Filter this data down to the lines that hold "strong", and copy them.
•••
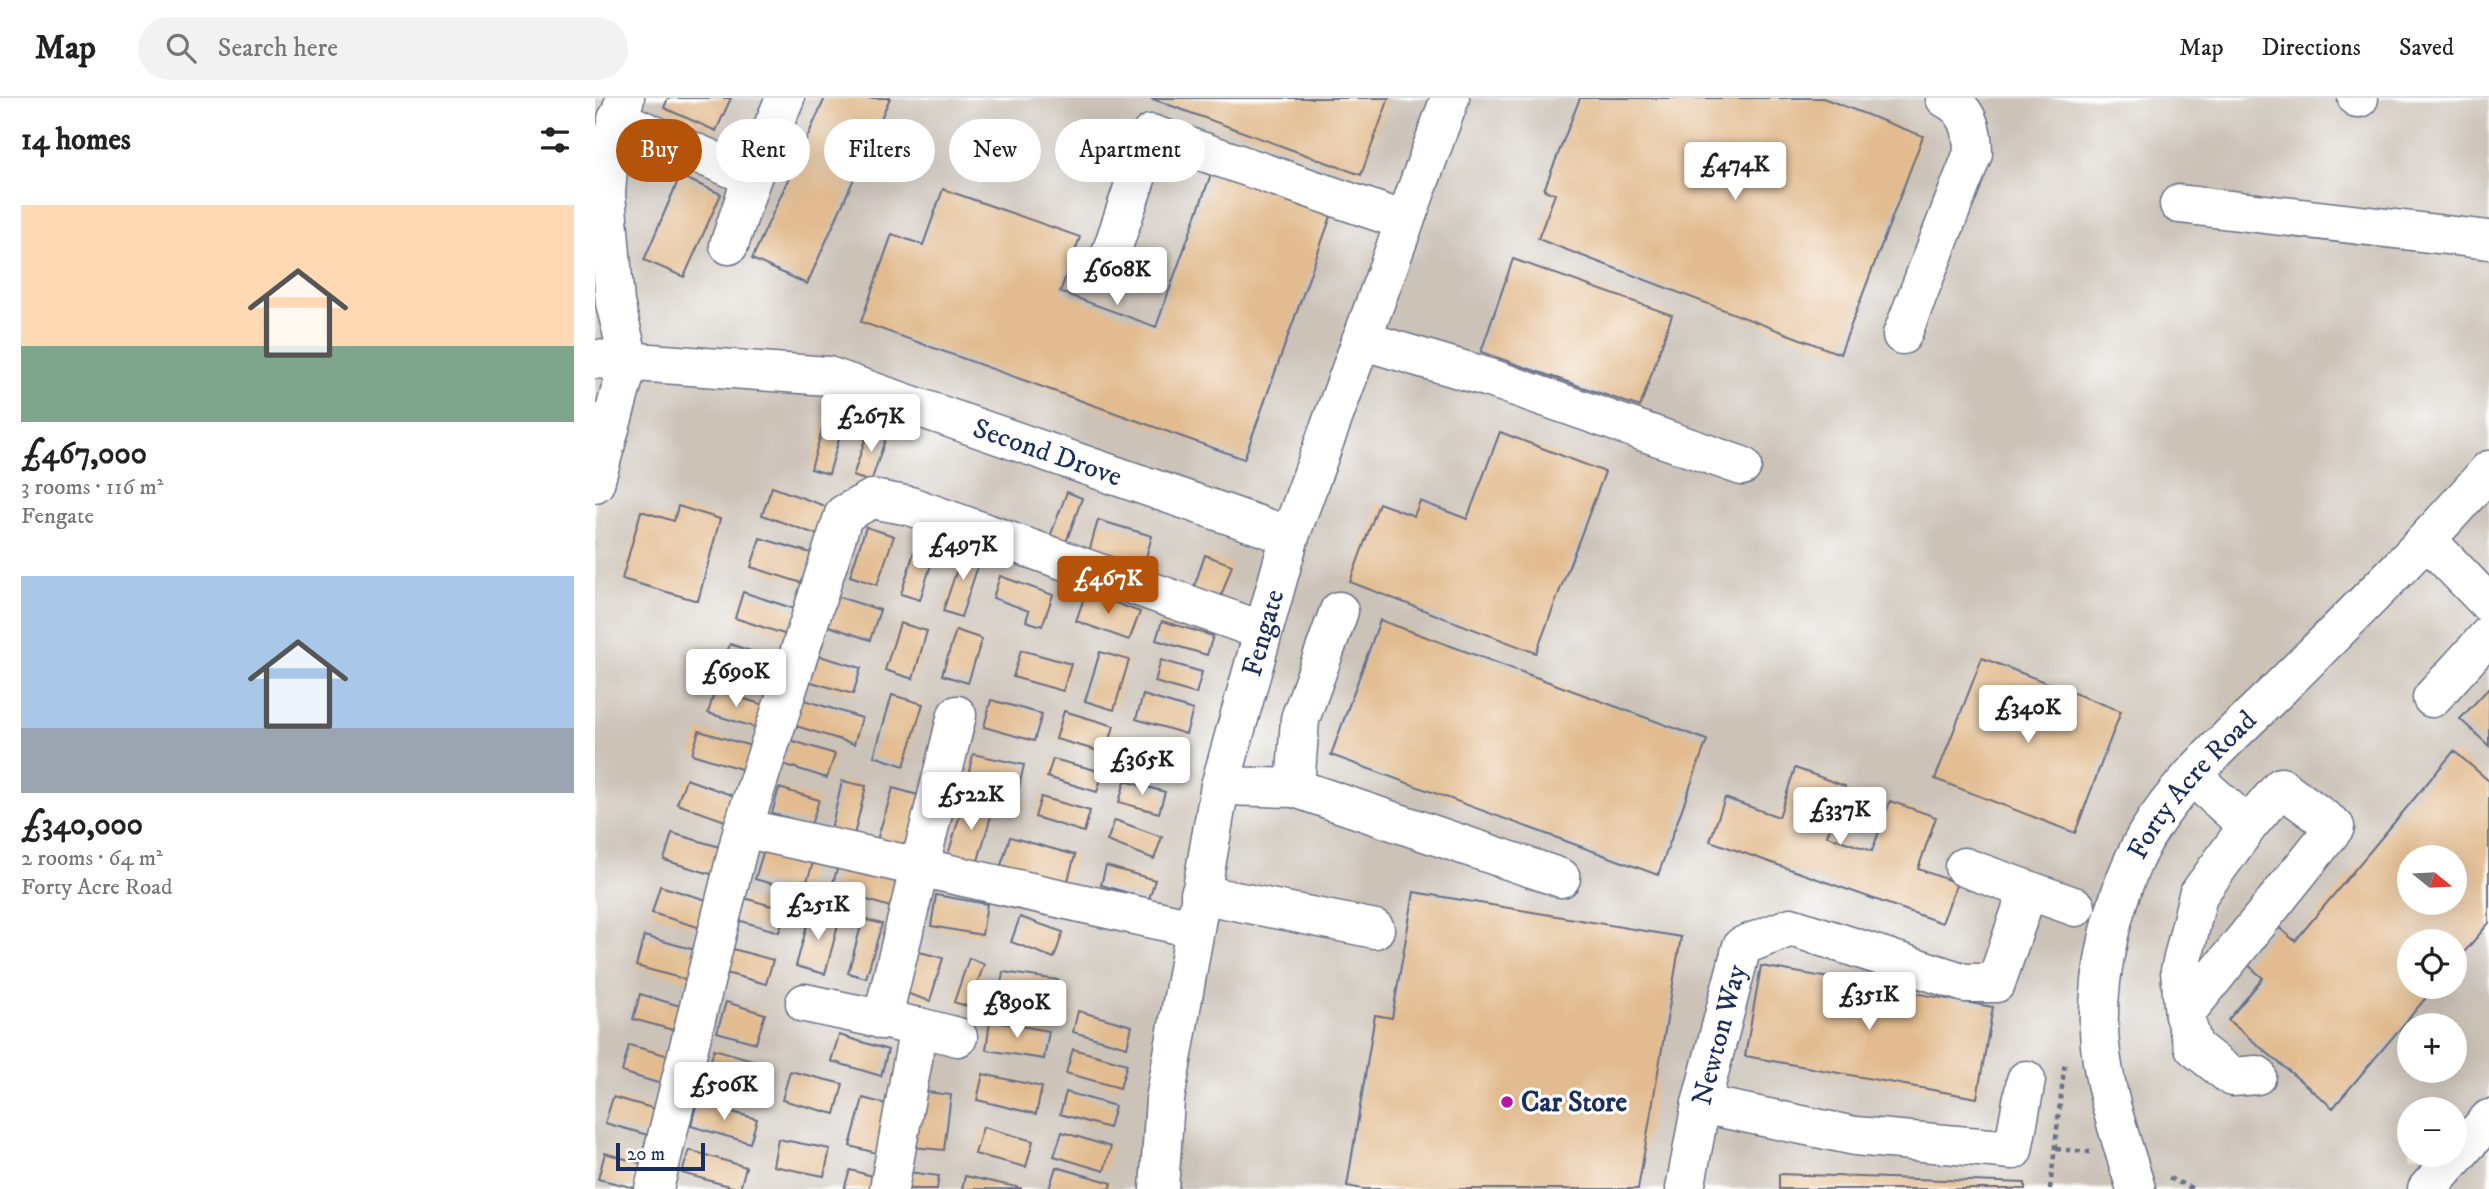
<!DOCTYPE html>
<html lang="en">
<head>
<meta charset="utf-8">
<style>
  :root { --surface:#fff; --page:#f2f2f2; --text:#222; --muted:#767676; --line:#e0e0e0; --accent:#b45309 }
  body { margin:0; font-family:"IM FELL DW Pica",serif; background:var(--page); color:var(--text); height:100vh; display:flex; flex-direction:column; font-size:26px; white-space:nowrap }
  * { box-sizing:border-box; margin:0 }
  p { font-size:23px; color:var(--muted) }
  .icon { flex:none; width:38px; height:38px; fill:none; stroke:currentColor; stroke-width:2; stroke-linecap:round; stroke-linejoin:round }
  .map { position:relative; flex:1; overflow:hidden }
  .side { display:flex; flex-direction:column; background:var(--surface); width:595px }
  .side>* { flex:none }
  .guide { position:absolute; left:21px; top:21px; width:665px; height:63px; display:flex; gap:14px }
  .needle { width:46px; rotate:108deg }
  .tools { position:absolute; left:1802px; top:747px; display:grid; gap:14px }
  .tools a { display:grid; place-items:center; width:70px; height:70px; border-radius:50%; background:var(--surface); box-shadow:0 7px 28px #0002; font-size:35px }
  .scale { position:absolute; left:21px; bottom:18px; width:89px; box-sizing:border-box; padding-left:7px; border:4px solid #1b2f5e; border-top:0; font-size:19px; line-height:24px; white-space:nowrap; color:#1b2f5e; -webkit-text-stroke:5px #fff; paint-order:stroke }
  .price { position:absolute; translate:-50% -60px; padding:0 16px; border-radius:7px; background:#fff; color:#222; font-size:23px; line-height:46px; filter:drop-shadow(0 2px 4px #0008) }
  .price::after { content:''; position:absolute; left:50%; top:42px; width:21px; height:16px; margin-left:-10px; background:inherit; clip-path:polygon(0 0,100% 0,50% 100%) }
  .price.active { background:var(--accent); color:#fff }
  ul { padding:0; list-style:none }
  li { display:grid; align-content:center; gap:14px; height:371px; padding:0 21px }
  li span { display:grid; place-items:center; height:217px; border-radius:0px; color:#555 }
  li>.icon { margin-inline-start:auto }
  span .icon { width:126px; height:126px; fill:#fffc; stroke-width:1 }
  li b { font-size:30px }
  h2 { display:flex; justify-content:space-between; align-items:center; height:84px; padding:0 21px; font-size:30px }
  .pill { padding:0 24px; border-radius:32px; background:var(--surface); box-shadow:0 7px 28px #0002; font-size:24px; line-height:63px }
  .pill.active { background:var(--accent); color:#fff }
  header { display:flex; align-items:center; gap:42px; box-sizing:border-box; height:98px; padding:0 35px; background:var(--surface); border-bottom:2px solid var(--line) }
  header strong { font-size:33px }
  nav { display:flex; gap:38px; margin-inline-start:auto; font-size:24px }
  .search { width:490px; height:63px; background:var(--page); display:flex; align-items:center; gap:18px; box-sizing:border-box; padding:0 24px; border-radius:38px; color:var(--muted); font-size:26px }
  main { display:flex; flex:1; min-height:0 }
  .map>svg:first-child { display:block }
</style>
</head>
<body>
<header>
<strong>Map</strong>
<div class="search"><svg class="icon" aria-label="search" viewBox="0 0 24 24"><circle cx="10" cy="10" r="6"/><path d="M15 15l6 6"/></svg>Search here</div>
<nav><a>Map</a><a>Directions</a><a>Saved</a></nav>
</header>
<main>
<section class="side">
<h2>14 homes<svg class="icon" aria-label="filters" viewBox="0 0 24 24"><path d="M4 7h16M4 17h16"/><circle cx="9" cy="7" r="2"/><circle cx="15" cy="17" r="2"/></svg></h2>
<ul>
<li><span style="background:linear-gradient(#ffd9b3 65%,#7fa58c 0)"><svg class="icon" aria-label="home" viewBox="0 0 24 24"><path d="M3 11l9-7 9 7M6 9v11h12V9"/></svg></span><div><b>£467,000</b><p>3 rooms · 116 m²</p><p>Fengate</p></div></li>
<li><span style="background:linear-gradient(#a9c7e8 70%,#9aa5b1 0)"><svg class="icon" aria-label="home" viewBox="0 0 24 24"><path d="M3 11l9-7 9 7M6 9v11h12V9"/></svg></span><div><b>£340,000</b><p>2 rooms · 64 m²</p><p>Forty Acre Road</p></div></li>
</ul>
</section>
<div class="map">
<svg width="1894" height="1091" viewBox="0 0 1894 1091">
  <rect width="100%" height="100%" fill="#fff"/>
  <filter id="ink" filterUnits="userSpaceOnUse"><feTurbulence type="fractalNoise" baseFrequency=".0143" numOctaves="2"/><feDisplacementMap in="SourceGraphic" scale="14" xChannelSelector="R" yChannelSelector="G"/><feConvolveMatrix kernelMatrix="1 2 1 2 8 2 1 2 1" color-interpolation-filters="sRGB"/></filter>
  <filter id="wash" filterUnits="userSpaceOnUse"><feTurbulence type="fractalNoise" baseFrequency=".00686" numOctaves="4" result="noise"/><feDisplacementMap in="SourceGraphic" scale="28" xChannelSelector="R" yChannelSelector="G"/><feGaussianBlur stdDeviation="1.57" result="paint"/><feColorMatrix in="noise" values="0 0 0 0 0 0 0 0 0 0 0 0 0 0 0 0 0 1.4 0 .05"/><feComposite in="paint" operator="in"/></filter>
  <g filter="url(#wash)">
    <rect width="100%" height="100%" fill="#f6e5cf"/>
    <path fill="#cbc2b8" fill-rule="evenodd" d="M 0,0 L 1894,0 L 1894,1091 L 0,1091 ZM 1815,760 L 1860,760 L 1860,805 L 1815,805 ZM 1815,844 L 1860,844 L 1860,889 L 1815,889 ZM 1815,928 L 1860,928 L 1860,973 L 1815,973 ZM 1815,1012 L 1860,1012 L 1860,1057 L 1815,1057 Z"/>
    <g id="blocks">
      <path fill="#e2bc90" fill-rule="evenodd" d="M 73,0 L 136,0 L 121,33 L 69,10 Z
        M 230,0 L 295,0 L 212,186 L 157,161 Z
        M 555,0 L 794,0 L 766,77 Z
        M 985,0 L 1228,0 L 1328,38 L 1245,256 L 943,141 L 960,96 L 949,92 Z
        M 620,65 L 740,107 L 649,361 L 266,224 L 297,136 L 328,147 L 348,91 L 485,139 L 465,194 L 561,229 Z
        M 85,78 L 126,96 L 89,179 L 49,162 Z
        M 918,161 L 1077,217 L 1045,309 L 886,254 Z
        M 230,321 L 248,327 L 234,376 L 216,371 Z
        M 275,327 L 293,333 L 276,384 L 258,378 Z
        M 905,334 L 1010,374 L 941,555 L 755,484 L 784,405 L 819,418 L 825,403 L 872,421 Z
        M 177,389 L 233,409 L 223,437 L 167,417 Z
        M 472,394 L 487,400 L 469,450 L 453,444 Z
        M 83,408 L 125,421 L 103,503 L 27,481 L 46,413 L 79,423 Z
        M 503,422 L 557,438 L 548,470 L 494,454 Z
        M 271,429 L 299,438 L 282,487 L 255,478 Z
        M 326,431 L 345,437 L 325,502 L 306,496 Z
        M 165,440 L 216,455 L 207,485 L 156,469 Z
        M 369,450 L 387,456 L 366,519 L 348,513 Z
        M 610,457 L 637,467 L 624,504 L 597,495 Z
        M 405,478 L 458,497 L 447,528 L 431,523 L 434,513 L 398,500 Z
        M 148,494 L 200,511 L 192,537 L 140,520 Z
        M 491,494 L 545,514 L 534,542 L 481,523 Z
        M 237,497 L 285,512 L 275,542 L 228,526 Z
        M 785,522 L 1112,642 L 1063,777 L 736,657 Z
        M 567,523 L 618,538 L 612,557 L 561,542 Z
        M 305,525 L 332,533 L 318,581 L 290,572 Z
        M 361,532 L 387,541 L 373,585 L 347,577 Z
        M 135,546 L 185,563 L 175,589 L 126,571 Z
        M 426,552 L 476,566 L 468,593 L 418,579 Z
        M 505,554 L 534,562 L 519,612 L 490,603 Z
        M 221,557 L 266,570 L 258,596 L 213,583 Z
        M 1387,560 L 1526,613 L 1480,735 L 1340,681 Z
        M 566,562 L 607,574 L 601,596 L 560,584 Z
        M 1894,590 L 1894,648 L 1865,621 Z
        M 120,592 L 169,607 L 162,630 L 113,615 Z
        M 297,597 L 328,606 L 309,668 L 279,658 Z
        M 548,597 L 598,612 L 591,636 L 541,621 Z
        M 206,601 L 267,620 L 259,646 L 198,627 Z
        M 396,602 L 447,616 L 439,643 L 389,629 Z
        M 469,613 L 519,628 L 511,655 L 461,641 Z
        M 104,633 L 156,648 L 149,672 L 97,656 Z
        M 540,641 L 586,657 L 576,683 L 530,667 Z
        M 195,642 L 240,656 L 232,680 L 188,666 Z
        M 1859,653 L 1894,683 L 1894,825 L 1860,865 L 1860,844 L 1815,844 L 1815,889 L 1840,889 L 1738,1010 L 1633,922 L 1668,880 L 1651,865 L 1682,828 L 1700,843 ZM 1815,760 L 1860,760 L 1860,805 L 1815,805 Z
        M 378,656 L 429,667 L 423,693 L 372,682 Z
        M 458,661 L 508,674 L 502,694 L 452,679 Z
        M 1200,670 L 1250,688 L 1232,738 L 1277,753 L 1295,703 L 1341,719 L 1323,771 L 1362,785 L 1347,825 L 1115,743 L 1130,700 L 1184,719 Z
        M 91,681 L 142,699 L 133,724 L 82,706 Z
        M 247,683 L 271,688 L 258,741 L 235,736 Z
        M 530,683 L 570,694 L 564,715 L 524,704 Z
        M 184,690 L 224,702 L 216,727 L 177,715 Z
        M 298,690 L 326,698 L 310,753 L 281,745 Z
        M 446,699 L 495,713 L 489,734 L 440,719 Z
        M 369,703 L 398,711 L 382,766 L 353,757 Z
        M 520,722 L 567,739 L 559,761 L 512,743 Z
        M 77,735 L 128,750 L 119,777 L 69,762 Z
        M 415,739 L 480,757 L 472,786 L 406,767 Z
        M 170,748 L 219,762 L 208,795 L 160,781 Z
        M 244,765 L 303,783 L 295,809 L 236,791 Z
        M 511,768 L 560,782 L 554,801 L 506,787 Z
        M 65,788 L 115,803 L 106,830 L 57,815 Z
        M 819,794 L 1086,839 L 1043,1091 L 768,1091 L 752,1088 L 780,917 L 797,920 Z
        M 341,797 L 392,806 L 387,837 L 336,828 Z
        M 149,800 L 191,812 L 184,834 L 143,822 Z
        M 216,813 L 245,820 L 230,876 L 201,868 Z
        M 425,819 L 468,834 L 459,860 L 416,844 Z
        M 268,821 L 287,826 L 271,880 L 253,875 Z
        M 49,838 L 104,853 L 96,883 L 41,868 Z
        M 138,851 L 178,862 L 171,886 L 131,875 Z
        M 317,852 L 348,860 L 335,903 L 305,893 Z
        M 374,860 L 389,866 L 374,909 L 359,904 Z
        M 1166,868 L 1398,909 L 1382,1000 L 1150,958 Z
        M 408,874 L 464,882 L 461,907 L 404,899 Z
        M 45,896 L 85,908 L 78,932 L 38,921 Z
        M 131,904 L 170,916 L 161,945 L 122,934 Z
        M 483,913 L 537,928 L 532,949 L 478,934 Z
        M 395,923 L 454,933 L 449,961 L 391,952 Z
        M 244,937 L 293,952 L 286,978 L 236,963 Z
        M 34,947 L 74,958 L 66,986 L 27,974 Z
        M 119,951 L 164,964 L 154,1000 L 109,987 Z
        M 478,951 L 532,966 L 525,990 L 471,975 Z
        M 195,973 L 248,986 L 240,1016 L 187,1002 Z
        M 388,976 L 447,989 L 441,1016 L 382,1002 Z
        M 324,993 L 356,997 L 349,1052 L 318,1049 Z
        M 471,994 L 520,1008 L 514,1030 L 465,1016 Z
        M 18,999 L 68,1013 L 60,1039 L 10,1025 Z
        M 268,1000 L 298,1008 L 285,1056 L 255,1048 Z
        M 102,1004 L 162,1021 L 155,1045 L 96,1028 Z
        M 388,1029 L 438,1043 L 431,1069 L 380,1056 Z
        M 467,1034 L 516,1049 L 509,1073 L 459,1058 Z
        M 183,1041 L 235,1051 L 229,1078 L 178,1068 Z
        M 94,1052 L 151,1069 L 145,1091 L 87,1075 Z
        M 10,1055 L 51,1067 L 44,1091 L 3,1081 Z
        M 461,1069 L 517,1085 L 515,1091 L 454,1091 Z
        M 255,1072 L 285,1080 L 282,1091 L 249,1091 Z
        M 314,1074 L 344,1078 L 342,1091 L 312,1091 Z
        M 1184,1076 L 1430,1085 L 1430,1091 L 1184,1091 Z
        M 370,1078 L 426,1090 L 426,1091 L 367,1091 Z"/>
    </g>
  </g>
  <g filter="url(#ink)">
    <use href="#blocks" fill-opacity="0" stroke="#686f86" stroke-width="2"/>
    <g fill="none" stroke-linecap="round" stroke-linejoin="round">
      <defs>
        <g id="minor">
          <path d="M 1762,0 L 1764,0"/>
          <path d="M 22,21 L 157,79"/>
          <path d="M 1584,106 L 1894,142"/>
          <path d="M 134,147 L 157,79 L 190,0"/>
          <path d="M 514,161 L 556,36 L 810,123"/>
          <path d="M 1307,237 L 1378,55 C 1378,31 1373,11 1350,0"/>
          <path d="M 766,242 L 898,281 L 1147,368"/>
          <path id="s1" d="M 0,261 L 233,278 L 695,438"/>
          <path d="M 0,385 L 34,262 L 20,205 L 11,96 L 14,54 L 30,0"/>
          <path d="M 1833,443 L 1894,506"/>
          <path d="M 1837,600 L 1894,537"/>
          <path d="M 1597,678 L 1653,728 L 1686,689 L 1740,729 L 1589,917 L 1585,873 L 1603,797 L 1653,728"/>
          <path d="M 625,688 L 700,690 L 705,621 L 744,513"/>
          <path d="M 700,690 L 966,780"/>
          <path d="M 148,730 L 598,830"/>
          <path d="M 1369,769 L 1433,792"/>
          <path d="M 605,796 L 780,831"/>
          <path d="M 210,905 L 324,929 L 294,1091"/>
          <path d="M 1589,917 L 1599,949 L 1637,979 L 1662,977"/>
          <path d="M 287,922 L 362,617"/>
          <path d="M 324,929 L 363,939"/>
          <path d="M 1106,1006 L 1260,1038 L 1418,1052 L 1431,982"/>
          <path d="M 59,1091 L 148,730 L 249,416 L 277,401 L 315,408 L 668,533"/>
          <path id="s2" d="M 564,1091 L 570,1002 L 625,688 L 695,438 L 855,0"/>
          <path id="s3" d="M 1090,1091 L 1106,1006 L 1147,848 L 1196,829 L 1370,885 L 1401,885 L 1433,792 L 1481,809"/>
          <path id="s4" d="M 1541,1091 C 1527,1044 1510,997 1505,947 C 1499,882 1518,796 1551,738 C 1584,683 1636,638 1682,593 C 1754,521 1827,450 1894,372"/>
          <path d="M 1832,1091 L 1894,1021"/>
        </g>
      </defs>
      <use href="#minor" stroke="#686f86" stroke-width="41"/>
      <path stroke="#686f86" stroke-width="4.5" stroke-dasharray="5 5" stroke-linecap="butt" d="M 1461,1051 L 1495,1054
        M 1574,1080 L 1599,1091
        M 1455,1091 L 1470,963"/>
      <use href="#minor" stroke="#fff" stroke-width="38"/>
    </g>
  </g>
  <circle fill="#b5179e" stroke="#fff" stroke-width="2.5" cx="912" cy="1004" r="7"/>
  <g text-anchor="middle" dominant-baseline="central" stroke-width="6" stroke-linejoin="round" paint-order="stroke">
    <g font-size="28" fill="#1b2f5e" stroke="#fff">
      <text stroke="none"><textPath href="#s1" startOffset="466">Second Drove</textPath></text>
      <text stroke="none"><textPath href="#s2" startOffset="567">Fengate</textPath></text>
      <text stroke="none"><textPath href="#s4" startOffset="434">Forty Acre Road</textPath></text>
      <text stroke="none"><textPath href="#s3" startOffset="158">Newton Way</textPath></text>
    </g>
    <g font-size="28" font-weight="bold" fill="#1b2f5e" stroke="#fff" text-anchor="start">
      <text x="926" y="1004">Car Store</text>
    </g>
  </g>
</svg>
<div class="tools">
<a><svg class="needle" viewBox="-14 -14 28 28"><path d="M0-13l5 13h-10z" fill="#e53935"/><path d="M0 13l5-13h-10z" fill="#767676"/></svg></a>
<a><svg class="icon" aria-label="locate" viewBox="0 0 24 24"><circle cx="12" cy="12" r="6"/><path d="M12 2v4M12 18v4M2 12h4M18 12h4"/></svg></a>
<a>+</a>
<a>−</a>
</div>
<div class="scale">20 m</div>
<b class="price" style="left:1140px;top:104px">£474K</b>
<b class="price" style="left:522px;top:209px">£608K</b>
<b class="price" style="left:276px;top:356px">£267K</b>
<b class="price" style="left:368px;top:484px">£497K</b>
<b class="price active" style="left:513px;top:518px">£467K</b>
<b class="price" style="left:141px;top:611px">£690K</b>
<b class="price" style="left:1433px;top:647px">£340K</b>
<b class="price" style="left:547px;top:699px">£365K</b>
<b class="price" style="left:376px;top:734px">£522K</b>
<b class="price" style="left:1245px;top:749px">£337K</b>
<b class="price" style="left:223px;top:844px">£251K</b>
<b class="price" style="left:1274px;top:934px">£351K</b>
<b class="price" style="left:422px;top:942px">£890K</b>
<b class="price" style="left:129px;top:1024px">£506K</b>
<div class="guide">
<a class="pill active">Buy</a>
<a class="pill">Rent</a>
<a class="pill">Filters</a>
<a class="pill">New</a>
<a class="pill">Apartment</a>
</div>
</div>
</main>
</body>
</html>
•••
Written response:
  header strong { font-size:33px }
<strong>Map</strong>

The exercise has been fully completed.